Archie is the niece – from her mom’s side – of a murdered Indigenous woman.
“She was brutally raped and murdered and the individuals that were responsible for her death, two of them were provided small fines and one was able to walk away free, none of them had jail time. This is our reality. We were born and raised with the mindset that we have to be aware of the dangers, not out in the wilderness, in community,” said Archie, who spoke at Kelowna’s Red Dress Day march Friday (May 5).
While wearing red and holding signs, the group of hundreds marched from the friendship society on Leon Avenue before eventually ending up at the Kelowna Court House to bring awareness to Missing and Murdered Indigenous Women and Girls (MMIWG) and the ongoing violent epidemic throughout North America against Indigenous women and girls.
While Red Dress Day has been commemorated for more than a decade, Friday marked the first time the Ki-Low-Na Friendship Society held an event.
Indigenous people have been targets for years and Archie still sees that today.
“I have the ability to be able to work for an employer that understands where I’m coming from because in this day and age, my youngest daughter was followed from my work to her school,” said Archie, who has two daughters, 19 and 16. “I know to make certain I get to work extra early in the morning and my day ends when her day ends so that way I know I’m the one driving her home and I’m the one picking her up, because we are visitors on the Sylix traditional unceded territory so we don’t have a lot of family here.”

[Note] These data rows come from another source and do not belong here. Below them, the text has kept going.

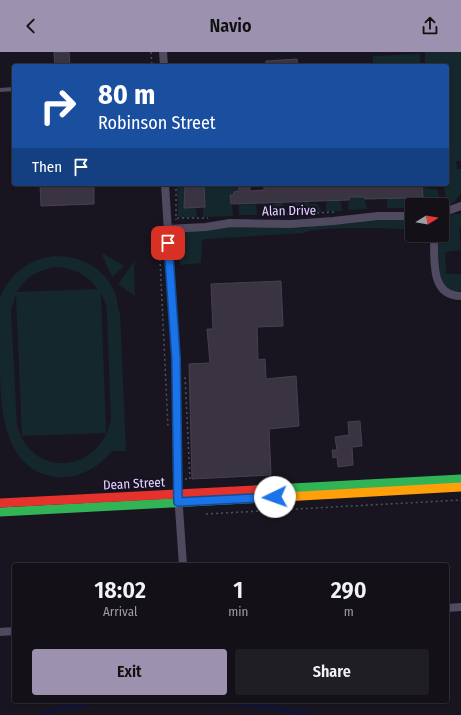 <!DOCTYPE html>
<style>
body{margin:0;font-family:"Fira Sans Condensed",sans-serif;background:#201e25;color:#f1f3f6;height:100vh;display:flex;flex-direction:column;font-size:15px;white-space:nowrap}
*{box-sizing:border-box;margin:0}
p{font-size:13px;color:#9d9da2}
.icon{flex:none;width:22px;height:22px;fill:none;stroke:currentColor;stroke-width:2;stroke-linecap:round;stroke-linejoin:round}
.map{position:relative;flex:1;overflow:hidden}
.sheet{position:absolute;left:12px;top:511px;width:437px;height:140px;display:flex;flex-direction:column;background:#131018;border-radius:4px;box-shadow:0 1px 3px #0004,0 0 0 1px #323037}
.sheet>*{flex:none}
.hud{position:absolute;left:12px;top:12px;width:437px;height:122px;border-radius:4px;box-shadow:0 1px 3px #0004,0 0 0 1px #323037;background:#1a4fa0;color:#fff;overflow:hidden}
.needle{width:26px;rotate:79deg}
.buttons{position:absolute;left:405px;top:146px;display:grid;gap:8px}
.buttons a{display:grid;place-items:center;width:44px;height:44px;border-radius:4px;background:#131018;box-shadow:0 1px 3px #0004,0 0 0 1px #323037;font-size:20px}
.pin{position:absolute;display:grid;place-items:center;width:34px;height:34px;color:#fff;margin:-17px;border-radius:8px;box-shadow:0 2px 6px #0006}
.me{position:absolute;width:44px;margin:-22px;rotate:267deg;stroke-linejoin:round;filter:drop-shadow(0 0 3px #0008)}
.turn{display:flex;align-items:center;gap:14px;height:84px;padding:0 20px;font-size:18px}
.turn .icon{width:52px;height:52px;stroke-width:2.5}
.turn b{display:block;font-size:28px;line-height:34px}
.then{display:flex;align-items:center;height:38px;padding:0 20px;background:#0003;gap:8px;font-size:15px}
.eta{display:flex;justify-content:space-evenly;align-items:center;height:68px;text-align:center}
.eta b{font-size:24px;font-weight:600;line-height:28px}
.button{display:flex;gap:8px;margin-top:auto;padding:8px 20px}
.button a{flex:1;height:46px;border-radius:4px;background:#9c92b0;color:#111;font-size:16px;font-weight:600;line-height:46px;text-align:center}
.button a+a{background:#201e25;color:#f1f3f6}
header{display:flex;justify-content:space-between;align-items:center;height:52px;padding:0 20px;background:#9c92b0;color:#111;font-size:18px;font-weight:600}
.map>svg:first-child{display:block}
.green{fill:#14272d;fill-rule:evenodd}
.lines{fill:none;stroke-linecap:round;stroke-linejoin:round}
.stream{stroke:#0e143e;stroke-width:2.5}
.building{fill:#393342;stroke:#474053}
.path{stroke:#4b5261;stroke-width:1.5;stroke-dasharray:2 3;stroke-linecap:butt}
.lane{stroke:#504a61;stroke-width:4}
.street{stroke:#504a61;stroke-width:8}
.fast{stroke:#30b455;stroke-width:9}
.slow{stroke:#ff9f0a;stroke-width:9}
.jam{stroke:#e5322d;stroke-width:9}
.route-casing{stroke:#114b97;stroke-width:10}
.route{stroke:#1a73e8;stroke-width:7}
.labels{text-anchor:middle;stroke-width:4;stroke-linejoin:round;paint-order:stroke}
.street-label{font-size:13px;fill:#e3d6fd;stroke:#181025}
</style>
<header><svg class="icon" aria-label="back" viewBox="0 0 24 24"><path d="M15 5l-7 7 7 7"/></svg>Navio<svg class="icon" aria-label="share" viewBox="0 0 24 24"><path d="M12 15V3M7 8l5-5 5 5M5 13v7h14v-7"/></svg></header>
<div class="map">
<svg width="461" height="663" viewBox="0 0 461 663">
<rect width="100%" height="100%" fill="#191520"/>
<!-- green -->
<g class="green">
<polygon points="425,0 461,0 461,109 456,109 457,117 461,117 461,142 451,153 446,145 444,134 447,131 447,14 425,14"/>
<polygon points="420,2 420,14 373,14 373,4"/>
<polygon points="177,132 248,132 239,139 234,140 234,143 231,143 233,164 203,165 204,133 185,134 184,156 196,156 197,165 182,166 178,164"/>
<polygon points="275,132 277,150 283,151 284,161 262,162 262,151 276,152"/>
<polygon points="328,132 340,145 342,159 326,159 326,150 329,149"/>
<polygon points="423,132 425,132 425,136 437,137 440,148 445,156 443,157 442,153 413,153 413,147 423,145"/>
<polygon points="349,143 364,145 367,157 348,158"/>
<polygon points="399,144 405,144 405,156 387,156 387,147 399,146"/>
<polygon points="304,147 309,150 309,152 317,152 322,160 290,161 290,152 297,151 297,149 303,148 304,158"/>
<polygon points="256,151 257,163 239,163 239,152 251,153"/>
<polygon points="454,162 461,162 461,175 459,176 461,198 445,200 446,222 461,222 461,238 456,240 446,237 440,225 438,183 442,183 442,166"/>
<path d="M379,167L412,168V178C395,176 314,174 304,181L204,187L202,189L201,211L181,213L180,211L179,186L184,179L238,174L305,176L312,173Z"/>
<polygon points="102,201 124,214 112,225 102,203"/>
<path d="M55,204C81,204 105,216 115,241C118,247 117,257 120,261L126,399H112C98,416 79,427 56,425C0,417 0,350 0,303C0,284 0,264 0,245C12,220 29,207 55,204ZM55,215C73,216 87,222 98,237L17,240C25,225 39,218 55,215ZM101,241L106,252L107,262L111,368C99,422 32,427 17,374L11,258L16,243L22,384L106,381Z"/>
<polygon points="135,210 134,213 135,244 118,232 133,211"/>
</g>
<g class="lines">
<!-- stream -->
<g class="stream">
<polyline points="184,649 266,654 309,663"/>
<polyline points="43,663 61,656 106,649"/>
</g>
</g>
<!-- building -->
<g class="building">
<polygon points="54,0 69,0 70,14 55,14"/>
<polygon points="297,7 298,14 266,14 266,9"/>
<polygon points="40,132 94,132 94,152 41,154"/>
<polygon points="239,132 250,132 250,139 264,138 264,132 422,132 423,145 413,145 413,152 409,153 406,153 406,146 365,147 364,145 349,145 349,148 231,152 230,143 234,143 234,140 239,139"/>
<polygon points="204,133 205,155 184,156 185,134"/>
<polygon points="281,229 283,274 257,275 258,308 265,307 266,327 296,324 299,374 269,377 271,423 192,427 189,312 210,311 207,277 213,277 211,232"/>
<polygon points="360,369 362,394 352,395 353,413 338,415 337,405 333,406 332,398 337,398 335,385 349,383 348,370"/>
</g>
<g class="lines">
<!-- path -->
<g class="path">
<polyline points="151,0 152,14"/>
<polyline points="176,132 176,168"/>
<polyline points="272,163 336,160"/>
<polyline points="177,166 208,166"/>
<polyline points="159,187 168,375"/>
<polyline points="185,427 190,427 185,324"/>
<polyline points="206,462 461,448"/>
</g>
<!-- lane -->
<polyline class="lane" points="0,38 14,37"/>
<!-- street -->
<g class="street">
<polyline points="163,0 164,14"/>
<polyline points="165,132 176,306 177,428 183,513"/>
<polyline points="442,161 461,154"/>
<polyline points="167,177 206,175 230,171 291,172 333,169 378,164 412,164"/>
<path d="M434,183C435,206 429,244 461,244"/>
<polyline points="447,556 461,555"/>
<polyline points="0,580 14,579"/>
</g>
<!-- fast -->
<g class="fast">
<polyline points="255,438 461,427"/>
<polyline points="0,460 266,446"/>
</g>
<!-- slow -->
<polyline class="slow" points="266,446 461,435"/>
<!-- jam -->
<polyline class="jam" points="0,451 255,438"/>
</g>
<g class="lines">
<defs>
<polyline id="route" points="168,191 176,306 178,450 275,445"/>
</defs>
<!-- route casing -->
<use href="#route" class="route-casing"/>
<!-- route -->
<use href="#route" class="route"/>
</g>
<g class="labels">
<!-- street labels -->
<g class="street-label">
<text transform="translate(289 158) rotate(-1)" y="5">Alan Drive</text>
<text transform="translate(134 431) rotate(-3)" y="5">Dean Street</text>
</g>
</g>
</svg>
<div class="buttons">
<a><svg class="needle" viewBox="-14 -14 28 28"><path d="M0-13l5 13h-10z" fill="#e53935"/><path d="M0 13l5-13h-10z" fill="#9d9da2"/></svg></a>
</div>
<div class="pin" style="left:168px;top:191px;background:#d93025"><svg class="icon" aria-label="arrive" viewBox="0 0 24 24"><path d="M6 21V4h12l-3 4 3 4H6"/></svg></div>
<svg class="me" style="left:275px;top:445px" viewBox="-20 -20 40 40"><circle r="19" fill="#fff"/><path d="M0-13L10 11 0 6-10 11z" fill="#1a73e8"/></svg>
<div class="hud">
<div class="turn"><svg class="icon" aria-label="right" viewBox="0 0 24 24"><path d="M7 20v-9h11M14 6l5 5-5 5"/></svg><div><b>80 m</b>Robinson Street</div></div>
<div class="then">Then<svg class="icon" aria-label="arrive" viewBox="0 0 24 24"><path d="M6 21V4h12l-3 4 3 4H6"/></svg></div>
</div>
<section class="sheet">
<div class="eta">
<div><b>18:02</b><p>Arrival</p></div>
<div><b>1</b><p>min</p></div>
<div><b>290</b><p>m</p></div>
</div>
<div class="button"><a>Exit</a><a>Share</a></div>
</section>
</div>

Ki-Low-Na Friendship Society executive director Edna Terbasket said it warmed her heart to see the support Friday.
“The message is getting out there to many, many people,” said Terbasket. “We’ve lived with it for a long time as Indigenous people and when I see a lot of the folks here that are from the mainstream, I go ‘Wow, we’re getting our message out there.’”
Terbasket explained red is symbolic because it’s spiritual to Indigenous people. It also stands for the violence behind what’s been happening, at the same time representing love.
“I think families talk more with their children about safety and even lifestyle and taking good care of themselves,” said Terbasket. “It’s not only Indigenous women and girls, it’s all peoples. I couldn’t imagine if I lost a sister or a niece or a granddaughter and she wasn’t found, I couldn’t imagine that. Is she alive? Is she okay? Has she been brutally assaulted or murdered?”
Both Terbasket and Archie have seen tremendous growth and awareness, especially since the remains of 215 Indigenous residential school children were found in Kamloops almost two years ago.
“What we are doing here today, we’re becoming stronger as a people, we are being more aware of who we are as a people and how we contribute to our families, communities, and nation,” said Archie. “Having this awareness across Canada and North America is huge for us, and it all started with residential school. That ripple effect comes into today and we’re answering back with our own ripple effects and it’s becoming more powerful.”
And for more people who want to become aware, learn, and be a part of the solution, Terbasket and Archie say to ask questions and have open conversations.
“We all have to work together, collaborate together, heal together,” said Terbasket.